:: Your goal ::
When the line with "width:45px; height:45px; display:grid;" appears below, start repeating lines exactly, and keep going through the line with "flex:none; width:28px; height:28px;"; add nothing outside that span.

Collected data entries:
━━━━

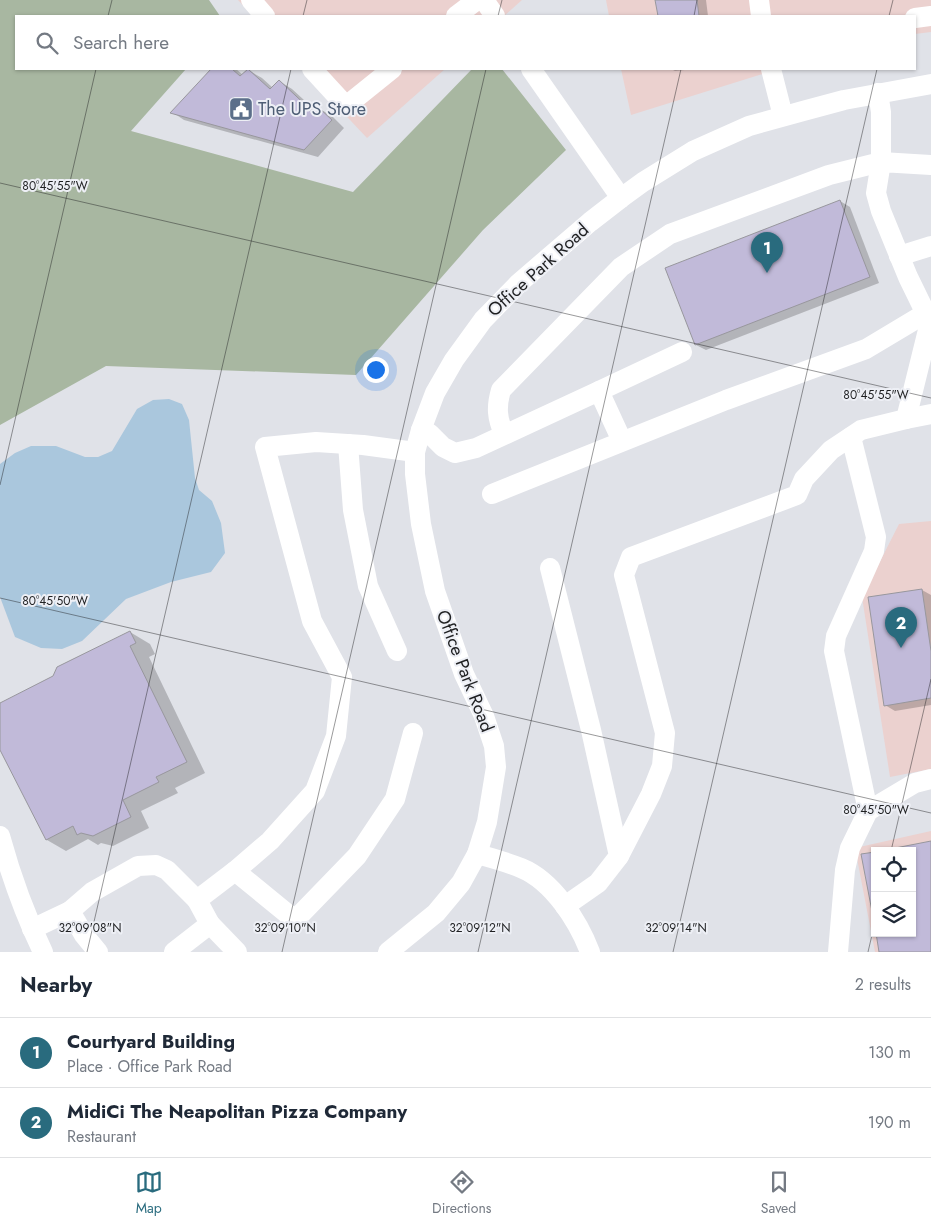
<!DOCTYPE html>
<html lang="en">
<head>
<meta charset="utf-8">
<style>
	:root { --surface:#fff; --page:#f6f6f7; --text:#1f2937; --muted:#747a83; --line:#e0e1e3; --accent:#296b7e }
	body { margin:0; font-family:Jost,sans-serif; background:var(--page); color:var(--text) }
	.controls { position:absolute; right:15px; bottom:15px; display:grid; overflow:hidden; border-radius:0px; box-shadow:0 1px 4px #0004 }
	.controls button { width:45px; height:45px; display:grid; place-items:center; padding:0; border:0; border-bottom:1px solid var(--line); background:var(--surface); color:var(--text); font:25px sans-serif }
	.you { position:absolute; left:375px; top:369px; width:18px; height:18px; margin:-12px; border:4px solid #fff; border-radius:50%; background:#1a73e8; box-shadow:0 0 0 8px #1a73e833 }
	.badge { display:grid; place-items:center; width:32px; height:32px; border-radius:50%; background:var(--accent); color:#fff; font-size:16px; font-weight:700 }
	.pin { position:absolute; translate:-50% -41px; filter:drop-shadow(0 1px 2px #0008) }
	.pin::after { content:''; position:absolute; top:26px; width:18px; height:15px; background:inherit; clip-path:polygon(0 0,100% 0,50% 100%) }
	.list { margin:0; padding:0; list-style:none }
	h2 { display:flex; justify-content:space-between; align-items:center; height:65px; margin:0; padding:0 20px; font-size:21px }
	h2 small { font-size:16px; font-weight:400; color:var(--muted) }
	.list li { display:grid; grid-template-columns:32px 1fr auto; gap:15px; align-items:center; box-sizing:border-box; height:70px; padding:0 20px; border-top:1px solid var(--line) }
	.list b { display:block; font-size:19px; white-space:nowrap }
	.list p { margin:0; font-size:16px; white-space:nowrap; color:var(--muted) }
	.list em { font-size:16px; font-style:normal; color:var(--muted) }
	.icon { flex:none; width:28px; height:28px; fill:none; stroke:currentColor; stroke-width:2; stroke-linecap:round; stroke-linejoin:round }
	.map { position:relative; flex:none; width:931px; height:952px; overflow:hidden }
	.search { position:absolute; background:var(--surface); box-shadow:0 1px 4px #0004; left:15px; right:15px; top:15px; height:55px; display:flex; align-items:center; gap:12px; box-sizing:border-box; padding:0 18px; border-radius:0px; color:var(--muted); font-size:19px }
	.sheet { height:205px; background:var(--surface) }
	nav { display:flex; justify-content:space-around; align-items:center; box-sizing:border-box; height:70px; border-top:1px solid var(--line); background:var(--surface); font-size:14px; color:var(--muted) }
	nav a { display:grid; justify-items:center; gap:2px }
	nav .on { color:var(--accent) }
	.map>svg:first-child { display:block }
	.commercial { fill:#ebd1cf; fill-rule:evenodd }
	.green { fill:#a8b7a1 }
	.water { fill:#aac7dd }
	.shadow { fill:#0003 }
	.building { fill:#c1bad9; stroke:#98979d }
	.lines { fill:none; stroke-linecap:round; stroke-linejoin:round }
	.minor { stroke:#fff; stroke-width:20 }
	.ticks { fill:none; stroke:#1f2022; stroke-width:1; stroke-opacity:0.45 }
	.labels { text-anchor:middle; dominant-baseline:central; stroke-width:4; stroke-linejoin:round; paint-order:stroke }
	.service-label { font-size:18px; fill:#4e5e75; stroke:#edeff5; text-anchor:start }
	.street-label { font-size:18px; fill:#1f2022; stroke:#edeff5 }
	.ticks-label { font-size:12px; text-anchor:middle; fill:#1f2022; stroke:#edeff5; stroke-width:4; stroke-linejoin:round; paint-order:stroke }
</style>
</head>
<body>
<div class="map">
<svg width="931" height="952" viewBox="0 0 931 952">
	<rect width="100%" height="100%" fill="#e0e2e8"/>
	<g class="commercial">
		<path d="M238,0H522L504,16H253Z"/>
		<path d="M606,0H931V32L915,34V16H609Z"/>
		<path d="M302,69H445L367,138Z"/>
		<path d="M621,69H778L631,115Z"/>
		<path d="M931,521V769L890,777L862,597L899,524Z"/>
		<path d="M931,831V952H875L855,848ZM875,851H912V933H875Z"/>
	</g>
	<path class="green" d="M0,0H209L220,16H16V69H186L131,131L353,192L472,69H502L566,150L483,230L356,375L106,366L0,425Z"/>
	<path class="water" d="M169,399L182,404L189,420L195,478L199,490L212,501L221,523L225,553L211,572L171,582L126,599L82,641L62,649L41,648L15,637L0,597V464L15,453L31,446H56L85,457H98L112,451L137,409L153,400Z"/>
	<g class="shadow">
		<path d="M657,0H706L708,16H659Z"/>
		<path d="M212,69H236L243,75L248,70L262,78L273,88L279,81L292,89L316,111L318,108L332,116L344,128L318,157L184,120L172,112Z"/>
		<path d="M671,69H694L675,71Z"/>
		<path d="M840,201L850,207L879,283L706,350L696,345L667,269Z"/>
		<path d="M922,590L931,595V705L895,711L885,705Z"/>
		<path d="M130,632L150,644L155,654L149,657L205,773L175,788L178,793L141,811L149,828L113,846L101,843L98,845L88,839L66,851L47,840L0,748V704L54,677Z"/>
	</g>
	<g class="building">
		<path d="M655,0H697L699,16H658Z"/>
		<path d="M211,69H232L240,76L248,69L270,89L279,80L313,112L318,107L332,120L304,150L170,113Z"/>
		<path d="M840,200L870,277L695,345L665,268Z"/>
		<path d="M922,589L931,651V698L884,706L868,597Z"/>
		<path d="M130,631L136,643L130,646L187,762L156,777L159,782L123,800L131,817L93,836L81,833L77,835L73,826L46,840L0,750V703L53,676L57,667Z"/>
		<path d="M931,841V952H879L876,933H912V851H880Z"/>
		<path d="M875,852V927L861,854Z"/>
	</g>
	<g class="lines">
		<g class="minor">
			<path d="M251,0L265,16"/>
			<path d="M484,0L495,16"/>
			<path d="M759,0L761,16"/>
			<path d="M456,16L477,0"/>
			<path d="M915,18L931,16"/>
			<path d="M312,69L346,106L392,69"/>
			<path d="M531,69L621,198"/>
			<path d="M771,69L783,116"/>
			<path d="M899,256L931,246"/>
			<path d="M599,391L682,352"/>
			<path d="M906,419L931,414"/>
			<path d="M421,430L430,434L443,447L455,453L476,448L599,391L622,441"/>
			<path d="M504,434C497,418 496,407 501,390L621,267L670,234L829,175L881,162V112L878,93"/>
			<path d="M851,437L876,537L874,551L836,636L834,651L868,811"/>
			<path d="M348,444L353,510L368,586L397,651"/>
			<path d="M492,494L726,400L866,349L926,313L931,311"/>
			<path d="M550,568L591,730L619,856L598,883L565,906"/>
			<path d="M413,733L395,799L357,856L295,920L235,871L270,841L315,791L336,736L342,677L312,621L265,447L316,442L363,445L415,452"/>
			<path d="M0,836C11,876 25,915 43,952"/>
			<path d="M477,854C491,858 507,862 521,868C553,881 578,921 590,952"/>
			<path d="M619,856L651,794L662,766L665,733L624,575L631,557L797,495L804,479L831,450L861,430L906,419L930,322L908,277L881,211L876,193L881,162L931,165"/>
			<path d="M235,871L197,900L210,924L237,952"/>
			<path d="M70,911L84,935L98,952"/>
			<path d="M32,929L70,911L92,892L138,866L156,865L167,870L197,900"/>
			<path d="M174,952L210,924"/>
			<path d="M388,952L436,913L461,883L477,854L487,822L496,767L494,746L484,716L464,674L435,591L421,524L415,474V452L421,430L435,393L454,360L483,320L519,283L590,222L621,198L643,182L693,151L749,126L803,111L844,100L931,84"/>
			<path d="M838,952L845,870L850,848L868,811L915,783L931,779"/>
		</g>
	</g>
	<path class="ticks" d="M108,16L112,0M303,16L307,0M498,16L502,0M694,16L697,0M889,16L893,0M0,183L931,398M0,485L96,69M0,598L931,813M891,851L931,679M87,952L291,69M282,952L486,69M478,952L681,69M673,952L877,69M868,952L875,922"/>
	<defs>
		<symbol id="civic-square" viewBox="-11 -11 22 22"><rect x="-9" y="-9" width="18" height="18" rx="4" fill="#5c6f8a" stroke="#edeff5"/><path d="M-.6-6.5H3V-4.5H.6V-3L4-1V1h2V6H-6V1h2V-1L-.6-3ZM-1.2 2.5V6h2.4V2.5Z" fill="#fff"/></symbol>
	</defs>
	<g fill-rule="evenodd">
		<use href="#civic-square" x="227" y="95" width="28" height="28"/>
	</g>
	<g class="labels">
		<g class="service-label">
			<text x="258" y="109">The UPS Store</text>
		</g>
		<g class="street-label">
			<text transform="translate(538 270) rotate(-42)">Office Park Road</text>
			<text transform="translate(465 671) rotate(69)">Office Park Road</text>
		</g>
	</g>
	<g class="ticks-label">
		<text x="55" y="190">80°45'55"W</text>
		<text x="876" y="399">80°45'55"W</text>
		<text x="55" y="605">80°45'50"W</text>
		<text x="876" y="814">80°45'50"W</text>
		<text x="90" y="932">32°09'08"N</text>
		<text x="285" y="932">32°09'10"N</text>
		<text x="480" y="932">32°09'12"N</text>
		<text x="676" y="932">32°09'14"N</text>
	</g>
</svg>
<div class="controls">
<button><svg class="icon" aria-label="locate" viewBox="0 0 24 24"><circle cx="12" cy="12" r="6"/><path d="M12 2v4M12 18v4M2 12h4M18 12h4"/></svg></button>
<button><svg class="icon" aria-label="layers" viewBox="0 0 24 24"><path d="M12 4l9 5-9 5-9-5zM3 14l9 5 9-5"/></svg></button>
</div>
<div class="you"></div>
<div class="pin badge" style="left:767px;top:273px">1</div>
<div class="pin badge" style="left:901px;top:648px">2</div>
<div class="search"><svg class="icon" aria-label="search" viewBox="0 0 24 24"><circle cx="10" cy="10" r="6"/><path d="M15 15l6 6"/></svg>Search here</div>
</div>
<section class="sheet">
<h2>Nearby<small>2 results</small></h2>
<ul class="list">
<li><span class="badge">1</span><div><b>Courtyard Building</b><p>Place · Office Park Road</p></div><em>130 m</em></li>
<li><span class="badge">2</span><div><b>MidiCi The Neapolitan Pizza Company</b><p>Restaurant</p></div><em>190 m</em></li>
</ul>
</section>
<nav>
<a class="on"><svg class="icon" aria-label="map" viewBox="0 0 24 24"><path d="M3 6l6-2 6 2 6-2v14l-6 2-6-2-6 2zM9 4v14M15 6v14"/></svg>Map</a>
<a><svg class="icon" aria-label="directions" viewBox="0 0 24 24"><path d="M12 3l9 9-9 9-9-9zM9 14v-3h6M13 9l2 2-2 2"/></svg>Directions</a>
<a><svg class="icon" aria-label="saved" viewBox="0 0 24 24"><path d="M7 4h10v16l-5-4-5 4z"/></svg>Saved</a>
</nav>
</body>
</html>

━━━━

:: Written answer ::
	.controls button { width:45px; height:45px; display:grid; place-items:center; padding:0; border:0; border-bottom:1px solid var(--line); background:var(--surface); color:var(--text); font:25px sans-serif }
	.you { position:absolute; left:375px; top:369px; width:18px; height:18px; margin:-12px; border:4px solid #fff; border-radius:50%; background:#1a73e8; box-shadow:0 0 0 8px #1a73e833 }
	.badge { display:grid; place-items:center; width:32px; height:32px; border-radius:50%; background:var(--accent); color:#fff; font-size:16px; font-weight:700 }
	.pin { position:absolute; translate:-50% -41px; filter:drop-shadow(0 1px 2px #0008) }
	.pin::after { content:''; position:absolute; top:26px; width:18px; height:15px; background:inherit; clip-path:polygon(0 0,100% 0,50% 100%) }
	.list { margin:0; padding:0; list-style:none }
	h2 { display:flex; justify-content:space-between; align-items:center; height:65px; margin:0; padding:0 20px; font-size:21px }
	h2 small { font-size:16px; font-weight:400; color:var(--muted) }
	.list li { display:grid; grid-template-columns:32px 1fr auto; gap:15px; align-items:center; box-sizing:border-box; height:70px; padding:0 20px; border-top:1px solid var(--line) }
	.list b { display:block; font-size:19px; white-space:nowrap }
	.list p { margin:0; font-size:16px; white-space:nowrap; color:var(--muted) }
	.list em { font-size:16px; font-style:normal; color:var(--muted) }
	.icon { flex:none; width:28px; height:28px; fill:none; stroke:currentColor; stroke-width:2; stroke-linecap:round; stroke-linejoin:round }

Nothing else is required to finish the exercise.